● Supplied material
##########
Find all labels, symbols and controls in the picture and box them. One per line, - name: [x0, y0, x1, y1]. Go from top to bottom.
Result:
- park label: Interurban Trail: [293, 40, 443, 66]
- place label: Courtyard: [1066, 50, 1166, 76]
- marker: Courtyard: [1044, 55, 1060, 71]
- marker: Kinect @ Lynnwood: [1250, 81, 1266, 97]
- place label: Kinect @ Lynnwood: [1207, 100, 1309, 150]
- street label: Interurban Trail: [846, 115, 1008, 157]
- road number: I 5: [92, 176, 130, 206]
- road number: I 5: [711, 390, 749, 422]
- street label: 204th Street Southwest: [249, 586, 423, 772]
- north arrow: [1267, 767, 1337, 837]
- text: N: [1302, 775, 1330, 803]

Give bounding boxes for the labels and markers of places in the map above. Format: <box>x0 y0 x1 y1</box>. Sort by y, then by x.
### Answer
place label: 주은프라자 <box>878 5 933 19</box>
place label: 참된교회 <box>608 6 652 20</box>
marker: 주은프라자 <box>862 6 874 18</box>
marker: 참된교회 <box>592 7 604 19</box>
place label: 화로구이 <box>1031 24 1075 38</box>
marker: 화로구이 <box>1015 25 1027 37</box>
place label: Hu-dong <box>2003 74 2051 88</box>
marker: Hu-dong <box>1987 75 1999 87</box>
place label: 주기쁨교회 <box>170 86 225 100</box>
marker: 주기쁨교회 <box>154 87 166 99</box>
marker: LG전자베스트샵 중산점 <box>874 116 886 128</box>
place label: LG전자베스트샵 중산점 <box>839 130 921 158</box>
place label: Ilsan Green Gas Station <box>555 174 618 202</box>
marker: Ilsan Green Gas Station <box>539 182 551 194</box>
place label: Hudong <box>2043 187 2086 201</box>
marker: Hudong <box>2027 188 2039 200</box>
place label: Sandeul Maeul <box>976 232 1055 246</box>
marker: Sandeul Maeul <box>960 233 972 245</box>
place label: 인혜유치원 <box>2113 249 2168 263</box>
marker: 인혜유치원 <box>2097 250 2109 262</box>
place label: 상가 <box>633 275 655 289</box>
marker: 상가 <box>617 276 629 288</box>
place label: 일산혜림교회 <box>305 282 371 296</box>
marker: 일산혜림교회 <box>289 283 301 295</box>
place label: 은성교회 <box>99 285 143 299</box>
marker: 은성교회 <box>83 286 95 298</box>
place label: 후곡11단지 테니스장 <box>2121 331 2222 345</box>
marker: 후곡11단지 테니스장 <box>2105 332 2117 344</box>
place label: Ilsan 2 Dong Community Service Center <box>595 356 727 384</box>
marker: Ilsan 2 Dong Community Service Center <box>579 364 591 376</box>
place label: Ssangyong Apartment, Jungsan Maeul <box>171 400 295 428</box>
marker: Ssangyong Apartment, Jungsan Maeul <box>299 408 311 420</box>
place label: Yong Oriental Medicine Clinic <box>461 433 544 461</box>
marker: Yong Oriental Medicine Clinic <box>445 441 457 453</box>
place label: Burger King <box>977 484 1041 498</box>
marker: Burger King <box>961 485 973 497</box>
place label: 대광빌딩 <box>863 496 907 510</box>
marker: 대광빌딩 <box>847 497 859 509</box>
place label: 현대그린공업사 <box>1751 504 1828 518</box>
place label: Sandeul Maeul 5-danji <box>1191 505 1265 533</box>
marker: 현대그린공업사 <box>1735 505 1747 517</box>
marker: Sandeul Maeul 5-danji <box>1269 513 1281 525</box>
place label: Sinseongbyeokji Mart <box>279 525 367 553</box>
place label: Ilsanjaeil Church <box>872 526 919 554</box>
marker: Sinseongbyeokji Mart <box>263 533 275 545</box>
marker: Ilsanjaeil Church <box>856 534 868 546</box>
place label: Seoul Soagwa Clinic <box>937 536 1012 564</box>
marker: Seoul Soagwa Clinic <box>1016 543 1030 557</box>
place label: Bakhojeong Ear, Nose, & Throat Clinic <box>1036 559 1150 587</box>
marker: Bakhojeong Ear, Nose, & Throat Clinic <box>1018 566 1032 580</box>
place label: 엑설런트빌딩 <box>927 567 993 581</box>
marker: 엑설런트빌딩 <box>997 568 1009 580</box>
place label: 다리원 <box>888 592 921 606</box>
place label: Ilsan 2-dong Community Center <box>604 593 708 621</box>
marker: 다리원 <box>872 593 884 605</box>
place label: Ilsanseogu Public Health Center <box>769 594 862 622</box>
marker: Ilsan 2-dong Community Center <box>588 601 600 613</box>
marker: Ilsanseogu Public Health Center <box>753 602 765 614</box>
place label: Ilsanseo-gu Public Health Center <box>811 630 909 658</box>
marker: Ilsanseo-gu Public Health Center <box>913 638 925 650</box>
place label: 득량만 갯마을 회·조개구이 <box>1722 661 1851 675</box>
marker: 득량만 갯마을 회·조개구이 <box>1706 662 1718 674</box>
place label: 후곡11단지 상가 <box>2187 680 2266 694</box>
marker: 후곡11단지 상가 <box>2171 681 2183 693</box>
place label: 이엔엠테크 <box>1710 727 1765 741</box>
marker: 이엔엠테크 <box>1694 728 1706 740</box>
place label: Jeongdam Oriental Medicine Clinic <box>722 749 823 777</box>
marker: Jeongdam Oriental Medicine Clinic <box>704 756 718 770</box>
##########
● Task goal
Copying word for word, give each line of the data above from the first one through the line containing "Give bounding boxes", and nothing else.

● Completed task
Find all labels, symbols and controls in the picture and box them. One per line, - name: [x0, y0, x1, y1]. Go from top to bottom.
Result:
- park label: Interurban Trail: [293, 40, 443, 66]
- place label: Courtyard: [1066, 50, 1166, 76]
- marker: Courtyard: [1044, 55, 1060, 71]
- marker: Kinect @ Lynnwood: [1250, 81, 1266, 97]
- place label: Kinect @ Lynnwood: [1207, 100, 1309, 150]
- street label: Interurban Trail: [846, 115, 1008, 157]
- road number: I 5: [92, 176, 130, 206]
- road number: I 5: [711, 390, 749, 422]
- street label: 204th Street Southwest: [249, 586, 423, 772]
- north arrow: [1267, 767, 1337, 837]
- text: N: [1302, 775, 1330, 803]

Give bounding boxes for the labels and markers of places in the map above. Format: <box>x0 y0 x1 y1</box>. Sort by y, then by x.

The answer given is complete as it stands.